--- DATA EXTRACTS ---

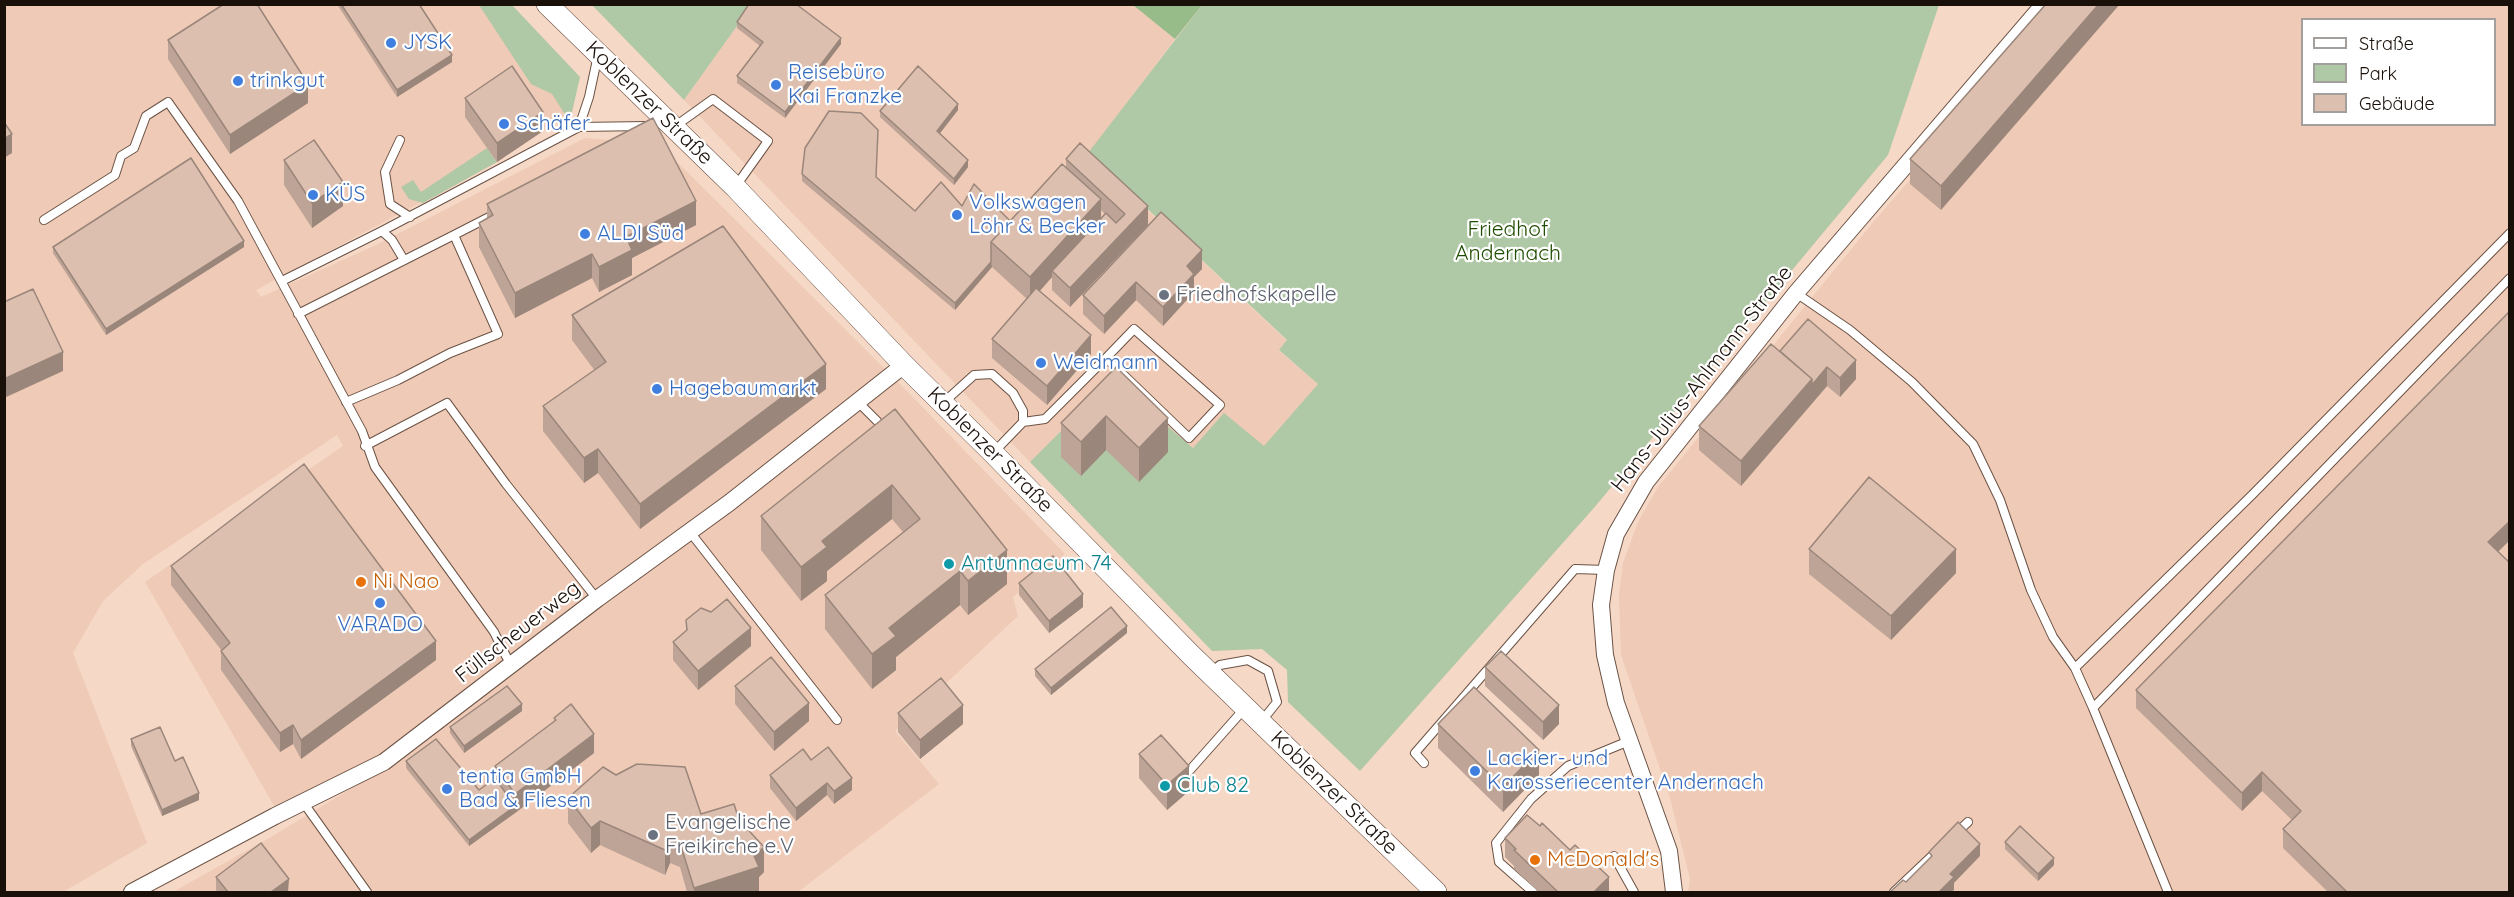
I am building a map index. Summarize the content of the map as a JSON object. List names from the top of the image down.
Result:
{
  "streets": {
    "street": ["Koblenzer Straße", "Hans-Julius-Ahlmann-Straße", "Füllscheuerweg"]
  },
  "crossings": [
    ["Koblenzer Straße", "Füllscheuerweg"]
  ],
  "parks": ["Friedhof Andernach"],
  "places": [
    "JYSK",
    "trinkgut",
    "Reisebüro Kai Franzke",
    "Schäfer",
    "KÜS",
    "Volkswagen Löhr & Becker",
    "ALDI Süd",
    "Friedhofskapelle",
    "Weidmann",
    "Hagebaumarkt",
    "Antunnacum 74",
    "Ni Nao",
    "VARADO",
    "Lackier- und Karosseriecenter Andernach",
    "Club 82",
    "tentia GmbH Bad & Fliesen",
    "Evangelische Freikirche e.V",
    "McDonald's"
  ],
  "legend": ["Straße", "Park", "Gebäude"]
}
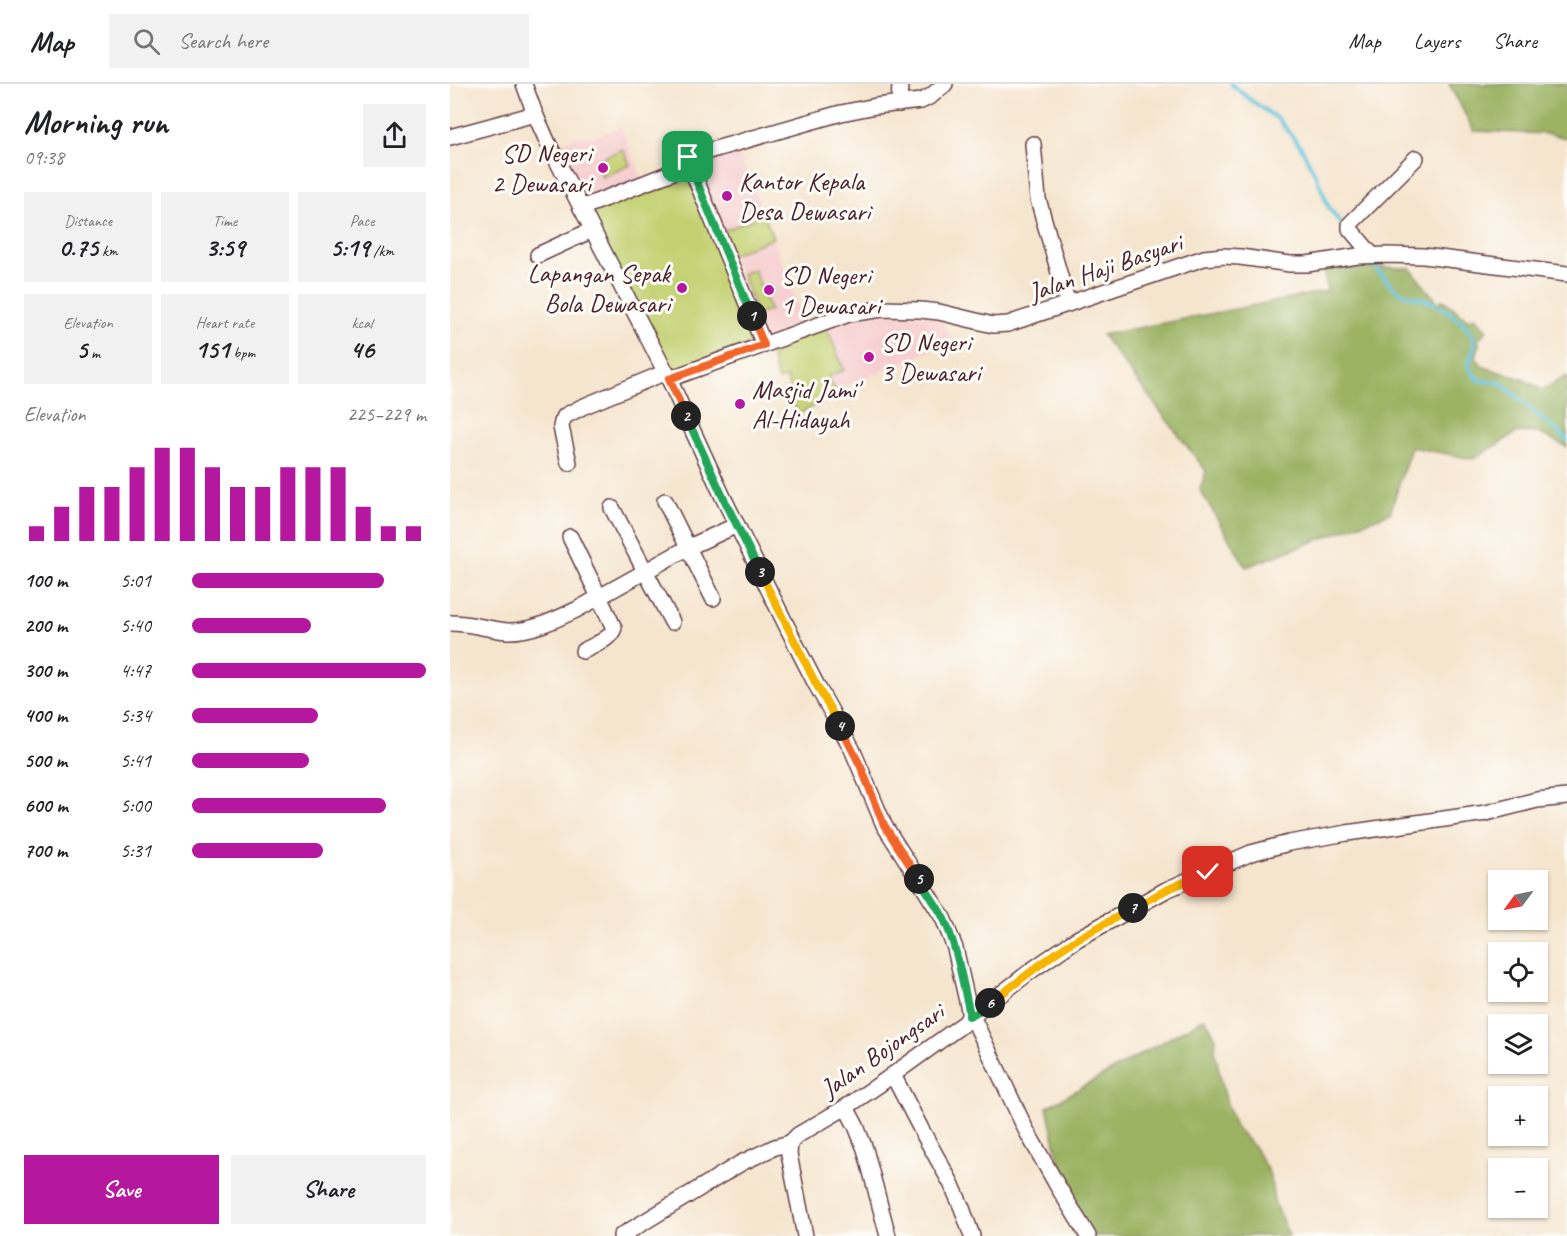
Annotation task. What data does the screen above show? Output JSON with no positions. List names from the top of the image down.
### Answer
{
  "streets": {
    "street": ["Jalan Haji Basyari", "Jalan Bojongsari"]
  },
  "crossings": [
    ["Jalan Haji Basyari", "Jalan Bojongsari"]
  ],
  "places": [
    "SD Negeri 2 Dewasari",
    "Kantor Kepala Desa Dewasari",
    "Lapangan Sepak Bola Dewasari",
    "SD Negeri 1 Dewasari",
    "SD Negeri 3 Dewasari",
    "Masjid Jami' Al-Hidayah"
  ],
  "north": "bottom left",
  "page": {
    "header": "Map",
    "search": "Search here",
    "nav": ["Map", "Layers", "Share"],
    "heading": ["Morning run", "09:38"],
    "stats": [
      ["Distance", "0.75 km"],
      ["Time", "3:59"],
      ["Pace", "5:19 /km"],
      ["Elevation", "5 m"],
      ["Heart rate", "151 bpm"],
      ["kcal", "46"]
    ],
    "pins": [
      "1",
      "2",
      "3",
      "4",
      "5",
      "7",
      "6"
    ],
    "chart": ["Elevation", "225–229 m"],
    "list": [
      {
        "name": "100 m",
        "note": "5:01"
      },
      {
        "name": "200 m",
        "note": "5:40"
      },
      {
        "name": "300 m",
        "note": "4:47"
      },
      {
        "name": "400 m",
        "note": "5:34"
      },
      {
        "name": "500 m",
        "note": "5:41"
      },
      {
        "name": "600 m",
        "note": "5:00"
      },
      {
        "name": "700 m",
        "note": "5:31"
      }
    ],
    "map_buttons": ["+", "−"],
    "buttons": ["Save", "Share"]
  }
}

---

Go through the entries line by line and count those with "names". Give only the count.

- **RESULT FOR THIS EXERCISE**
2